Saved entries:
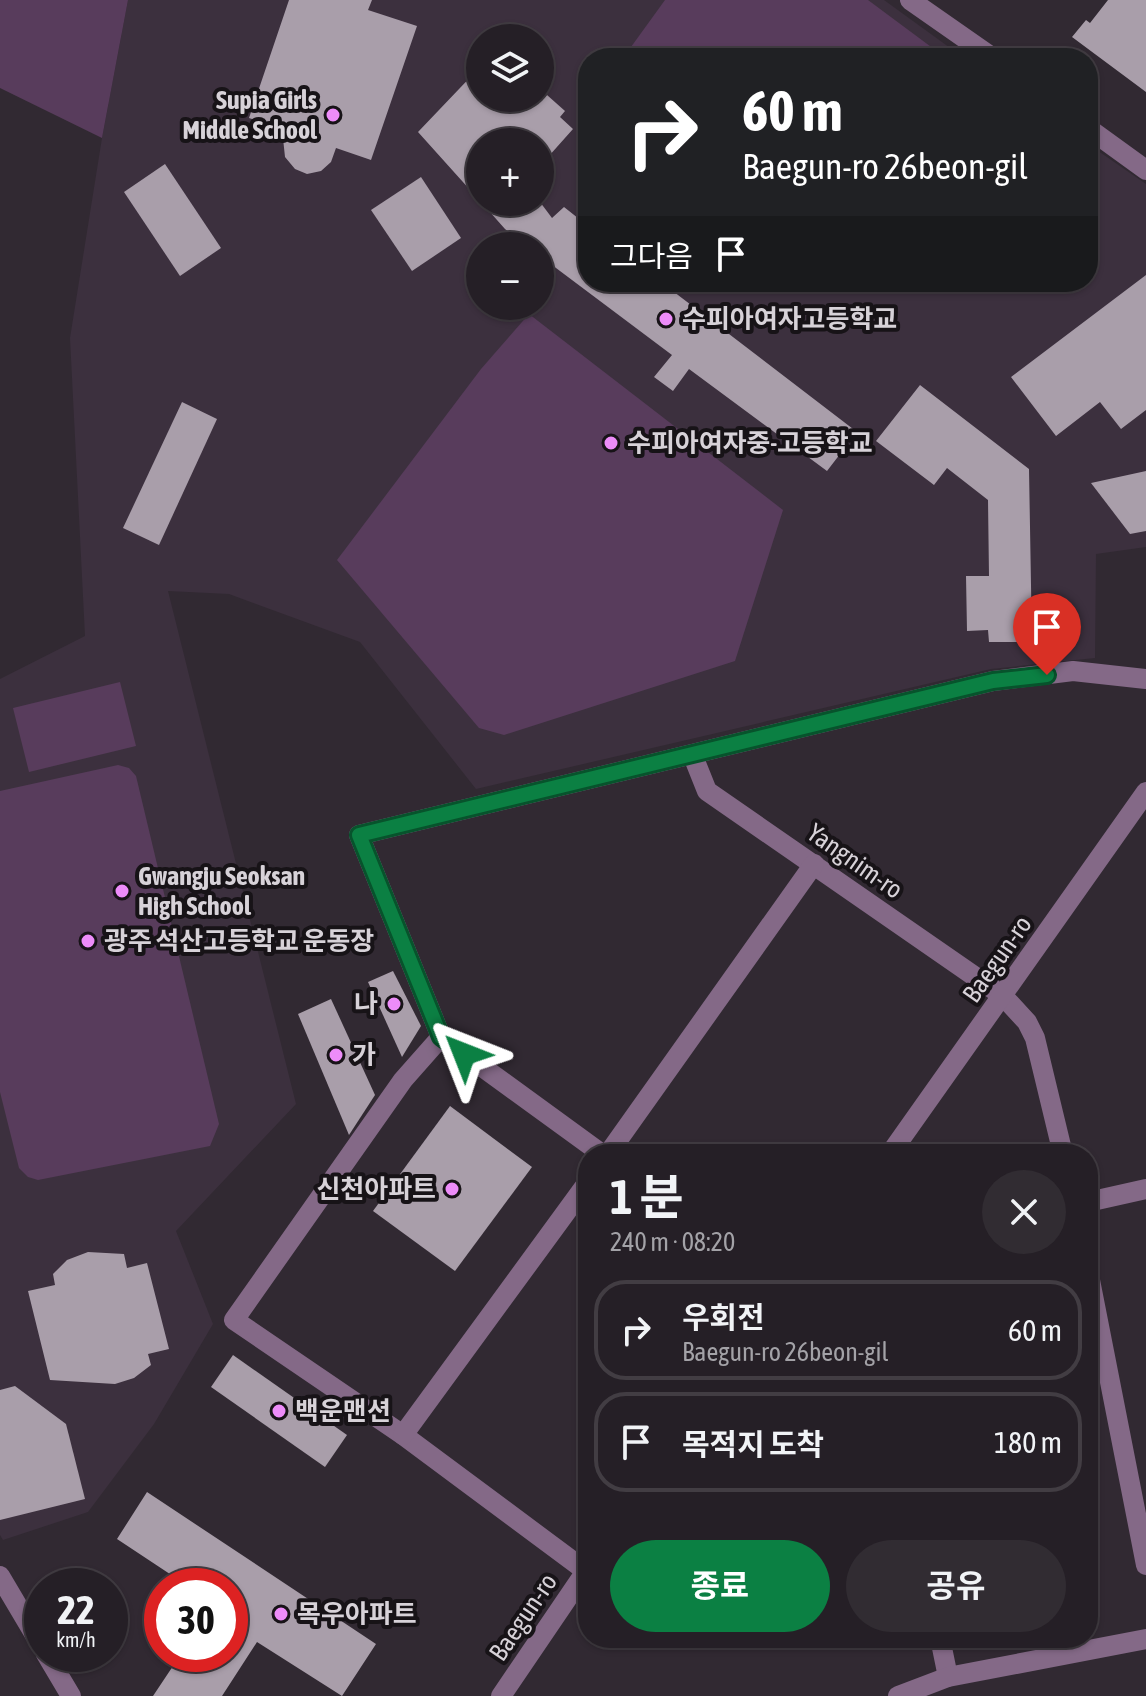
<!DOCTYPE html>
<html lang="ko">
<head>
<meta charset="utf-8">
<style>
	body { margin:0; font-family:"Asap Condensed","Noto Sans KR",sans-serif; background:#312c32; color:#f1f3f6; height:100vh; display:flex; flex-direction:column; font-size:30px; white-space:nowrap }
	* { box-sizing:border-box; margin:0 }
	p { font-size:26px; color:#a3a2a7 }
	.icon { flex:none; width:44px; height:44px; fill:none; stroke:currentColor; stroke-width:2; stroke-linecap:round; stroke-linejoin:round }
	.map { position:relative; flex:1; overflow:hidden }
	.side { position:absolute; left:578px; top:1144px; width:520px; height:504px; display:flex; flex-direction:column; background:#251f26; border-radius:32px; box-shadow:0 2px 6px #0004,0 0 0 2px #423d43 }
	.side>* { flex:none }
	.guide { position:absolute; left:578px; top:48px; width:520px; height:244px; border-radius:32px; box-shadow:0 2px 6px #0004,0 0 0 2px #423d43; background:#202124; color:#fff; overflow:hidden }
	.buttons { position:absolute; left:466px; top:24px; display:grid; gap:16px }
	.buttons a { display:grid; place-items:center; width:88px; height:88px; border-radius:50%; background:#251f26; box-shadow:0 2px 6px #0004,0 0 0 2px #423d43; font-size:40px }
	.speed { position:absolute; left:24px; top:1568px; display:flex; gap:16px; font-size:40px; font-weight:700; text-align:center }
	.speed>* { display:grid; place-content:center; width:104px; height:104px; border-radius:50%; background:#251f26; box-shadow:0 2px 6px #0004,0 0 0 2px #423d43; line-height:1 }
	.speed small { font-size:20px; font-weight:400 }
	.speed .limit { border:12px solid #d22; background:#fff; color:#111 }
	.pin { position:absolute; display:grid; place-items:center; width:68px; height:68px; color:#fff; margin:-82px -34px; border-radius:50% 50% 50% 0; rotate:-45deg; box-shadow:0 0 8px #0007 }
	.pin .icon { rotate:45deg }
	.me { position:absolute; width:88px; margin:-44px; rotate:315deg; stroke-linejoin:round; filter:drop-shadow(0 0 6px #0008) }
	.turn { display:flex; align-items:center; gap:28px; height:168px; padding:0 32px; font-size:36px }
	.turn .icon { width:104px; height:104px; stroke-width:2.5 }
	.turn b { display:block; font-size:56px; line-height:68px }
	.then { display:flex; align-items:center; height:76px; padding:0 32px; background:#0003; gap:16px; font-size:30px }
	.round { display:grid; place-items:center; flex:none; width:84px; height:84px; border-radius:42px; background:#312c32 }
	.headline { display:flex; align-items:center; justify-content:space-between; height:136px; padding:0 32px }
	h1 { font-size:48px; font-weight:700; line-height:60px }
	.cta { display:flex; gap:16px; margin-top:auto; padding:16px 32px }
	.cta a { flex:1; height:92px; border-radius:48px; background:#0b8043; color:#fff; font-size:32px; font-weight:700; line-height:92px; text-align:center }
	.cta a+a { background:#312c32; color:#f1f3f6 }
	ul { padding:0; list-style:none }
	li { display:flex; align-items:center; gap:24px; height:100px; margin:0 16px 12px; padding:0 16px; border:4px solid #423d43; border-radius:32px }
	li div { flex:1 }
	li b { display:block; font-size:30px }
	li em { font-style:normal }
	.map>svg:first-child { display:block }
	.built { fill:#3c303e; fill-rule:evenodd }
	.green { fill:#583c5c }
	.building { fill:#a99eaa }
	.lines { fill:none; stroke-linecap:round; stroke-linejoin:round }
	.minor { stroke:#846987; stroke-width:20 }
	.route-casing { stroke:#07532c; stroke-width:20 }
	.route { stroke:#0b8043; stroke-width:14 }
	.poi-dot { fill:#ed8cf9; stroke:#171317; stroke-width:3 }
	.labels { text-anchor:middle; stroke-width:8; stroke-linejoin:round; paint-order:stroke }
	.poi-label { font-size:26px; font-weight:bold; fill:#d7d2d8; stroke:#171317; text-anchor:start }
	.street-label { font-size:26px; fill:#d7d2d8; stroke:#171317 }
</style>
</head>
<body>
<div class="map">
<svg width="1146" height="1696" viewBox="0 0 1146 1696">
	<rect width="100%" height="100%" fill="#312932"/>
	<path class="built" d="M 128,0 L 884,0 L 964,58 L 588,58 L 588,282 L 1088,282 L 1088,144 L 1146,184 L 1146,547 L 1096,554 L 1095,658 L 991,669 L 476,789 L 360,642 L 229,594 L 168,591 L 296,1104 L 176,1231 L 213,1324 L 154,1424 L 88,1512 L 3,1540 L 0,1535 L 0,679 L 85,636 L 70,338 L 102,138 ZM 480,38 L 540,38 L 540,98 L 480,98 ZM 480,142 L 540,142 L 540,202 L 480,202 ZM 480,246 L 540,246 L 540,306 L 480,306 Z"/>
	<g class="green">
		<path d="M 0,0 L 128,0 L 102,138 L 0,88 Z"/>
		<path d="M 665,0 L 868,0 L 946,58 L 632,58 L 631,47 Z"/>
		<path d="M 529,314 L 783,510 L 735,661 L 504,735 L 479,728 L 337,560 L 481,369 Z"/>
		<path d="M 120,682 L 136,746 L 29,772 L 13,708 Z"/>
		<path d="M 118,765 L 129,768 L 136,776 L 219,1124 L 210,1146 L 38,1180 L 28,1177 L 19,1168 L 0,1092 L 0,791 Z"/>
	</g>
	<g class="building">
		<path d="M 289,0 L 372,0 L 368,10 L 417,26 L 371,160 L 336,148 L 331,162 L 321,171 L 307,174 L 295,169 L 285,157 L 282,129 L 249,118 Z"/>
		<path d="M 1108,0 L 1146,0 L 1146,92 L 1072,37 L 1086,20 L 1090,23 Z"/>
		<path d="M 480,67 L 480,98 L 543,99 L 547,95 L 565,111 L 560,117 L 573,129 L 540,166 L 540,142 L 480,142 L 480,201 L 418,132 Z"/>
		<path d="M 165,164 L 221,248 L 180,276 L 124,192 Z"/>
		<path d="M 421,177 L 461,238 L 412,271 L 371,210 Z"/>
		<path d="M 481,202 L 540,202 L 552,218 L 564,207 L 588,226 L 588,282 L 661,282 L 857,432 L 827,471 L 689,369 L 673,391 L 654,377 L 672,355 L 540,256 L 540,246 L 526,246 L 505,229 Z"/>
		<path d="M 1146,275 L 1146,410 L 1121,429 L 1100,402 L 1056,436 L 1011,377 Z"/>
		<path d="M 920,385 L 1029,469 L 1032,642 L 989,642 L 988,630 L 967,631 L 966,576 L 989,576 L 988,500 L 947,468 L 934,485 L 876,441 Z"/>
		<path d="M 182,402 L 217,419 L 159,545 L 123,528 Z"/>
		<path d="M 1146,471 L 1146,531 L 1130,534 L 1091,483 Z"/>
		<path d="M 393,971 L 421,1026 L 402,1057 L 368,982 Z"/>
		<path d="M 331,999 L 375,1095 L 349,1135 L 298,1014 Z"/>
		<path d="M 450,1106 L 532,1167 L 455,1271 L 373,1211 Z"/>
		<path d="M 88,1252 L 124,1254 L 127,1268 L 147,1263 L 169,1349 L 148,1354 L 151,1365 L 134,1378 L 115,1384 L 50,1380 L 28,1291 L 55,1285 L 53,1274 L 67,1260 Z"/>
		<path d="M 233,1355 L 347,1435 L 325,1467 L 211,1387 Z"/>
		<path d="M 15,1386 L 66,1424 L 85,1499 L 0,1520 L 0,1390 Z"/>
		<path d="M 147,1492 L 376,1644 L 342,1696 L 257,1642 L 222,1696 L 153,1696 L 181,1654 L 230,1654 L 230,1586 L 188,1586 L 117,1539 Z"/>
	</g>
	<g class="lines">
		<g class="minor">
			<path d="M 910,0 L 993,58"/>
			<path d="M 1088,128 L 1146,170"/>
			<path d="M 693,756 L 707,791 L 1003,996 L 1027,1022 L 1035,1038 L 1063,1154"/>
			<path d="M 441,1037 L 403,1080 L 234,1320 L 403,1435 L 586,1571"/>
			<path d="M 602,1154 L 441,1037 L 359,835 L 993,681 L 1073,671 L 1146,679"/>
			<path d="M 608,1154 L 814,864"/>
			<path d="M 890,1154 L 1146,792"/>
			<path d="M 1088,1202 L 1146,1189"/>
			<path d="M 1088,1270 L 1146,1565"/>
			<path d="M 403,1435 L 588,1182"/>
			<path d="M 0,1576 L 42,1647"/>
			<path d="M 940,1638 L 948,1677"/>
			<path d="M 46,1654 L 71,1696"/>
			<path d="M 501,1696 L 588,1568"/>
			<path d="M 898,1696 L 948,1677 L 1146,1639"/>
		</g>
	</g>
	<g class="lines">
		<defs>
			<path id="route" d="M 464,1054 L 441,1037 L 359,835 L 993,681 L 1047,675"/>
		</defs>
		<use href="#route" class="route-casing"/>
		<use href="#route" class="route"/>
	</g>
	<g class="poi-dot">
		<circle cx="333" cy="115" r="8"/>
		<circle cx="666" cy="319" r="8"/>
		<circle cx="611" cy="443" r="8"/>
		<circle cx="122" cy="891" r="8"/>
		<circle cx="88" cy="941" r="8"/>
		<circle cx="394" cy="1004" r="8"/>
		<circle cx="336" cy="1055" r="8"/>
		<circle cx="452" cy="1189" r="8"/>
		<circle cx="279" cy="1411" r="8"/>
		<circle cx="281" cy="1614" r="8"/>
	</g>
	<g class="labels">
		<g class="poi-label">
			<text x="317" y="109" text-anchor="end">Supia Girls<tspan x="317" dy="30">Middle School</tspan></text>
			<text x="682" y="328">수피아여자고등학교</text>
			<text x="627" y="452">수피아여자중-고등학교</text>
			<text x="138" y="885">Gwangju Seoksan<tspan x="138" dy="30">High School</tspan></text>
			<text x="104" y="950">광주 석산고등학교 운동장</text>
			<text x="378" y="1013" text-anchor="end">나</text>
			<text x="352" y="1064">가</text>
			<text x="436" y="1198" text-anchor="end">신천아파트</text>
			<text x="295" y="1420">백운맨션</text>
			<text x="297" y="1623">목우아파트</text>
		</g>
		<g class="street-label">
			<text transform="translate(855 861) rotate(35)" y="9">Yangnim-ro</text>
			<text transform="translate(997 959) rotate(-55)" y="9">Baegun-ro</text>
			<text transform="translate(523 1617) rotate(-56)" y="9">Baegun-ro</text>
		</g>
	</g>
</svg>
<div class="buttons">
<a><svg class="icon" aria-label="layers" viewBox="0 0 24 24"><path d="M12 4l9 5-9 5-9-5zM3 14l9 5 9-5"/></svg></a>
<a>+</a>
<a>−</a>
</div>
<div class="speed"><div>22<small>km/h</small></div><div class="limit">30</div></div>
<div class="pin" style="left:1047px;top:675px;background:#d93025"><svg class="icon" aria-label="arrive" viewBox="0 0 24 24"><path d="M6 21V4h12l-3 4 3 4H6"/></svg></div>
<svg class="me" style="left:464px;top:1054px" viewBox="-20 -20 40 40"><path d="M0-17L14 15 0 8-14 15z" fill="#0b8043" stroke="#fff" stroke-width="4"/></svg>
<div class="guide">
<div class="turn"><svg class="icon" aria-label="right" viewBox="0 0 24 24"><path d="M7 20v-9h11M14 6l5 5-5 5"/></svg><div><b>60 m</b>Baegun-ro 26beon-gil</div></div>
<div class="then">그다음<svg class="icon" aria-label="arrive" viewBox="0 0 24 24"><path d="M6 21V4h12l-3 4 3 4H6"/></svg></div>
</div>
<section class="side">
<div class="headline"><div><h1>1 분</h1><p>240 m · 08:20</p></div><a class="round"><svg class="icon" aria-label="close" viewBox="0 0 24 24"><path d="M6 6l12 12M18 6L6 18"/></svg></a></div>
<ul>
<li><svg class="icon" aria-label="right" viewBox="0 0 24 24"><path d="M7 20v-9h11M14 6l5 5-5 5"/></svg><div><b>우회전</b><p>Baegun-ro 26beon-gil</p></div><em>60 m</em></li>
<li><svg class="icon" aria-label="arrive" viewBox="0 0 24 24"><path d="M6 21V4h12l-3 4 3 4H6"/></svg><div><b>목적지 도착</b></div><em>180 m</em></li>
</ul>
<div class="cta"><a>종료</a><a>공유</a></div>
</section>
</div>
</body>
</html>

* Work request:
Please return all lines from the records that hold the word "small".

* Response:
	.speed small { font-size:20px; font-weight:400 }
<div class="speed"><div>22<small>km/h</small></div><div class="limit">30</div></div>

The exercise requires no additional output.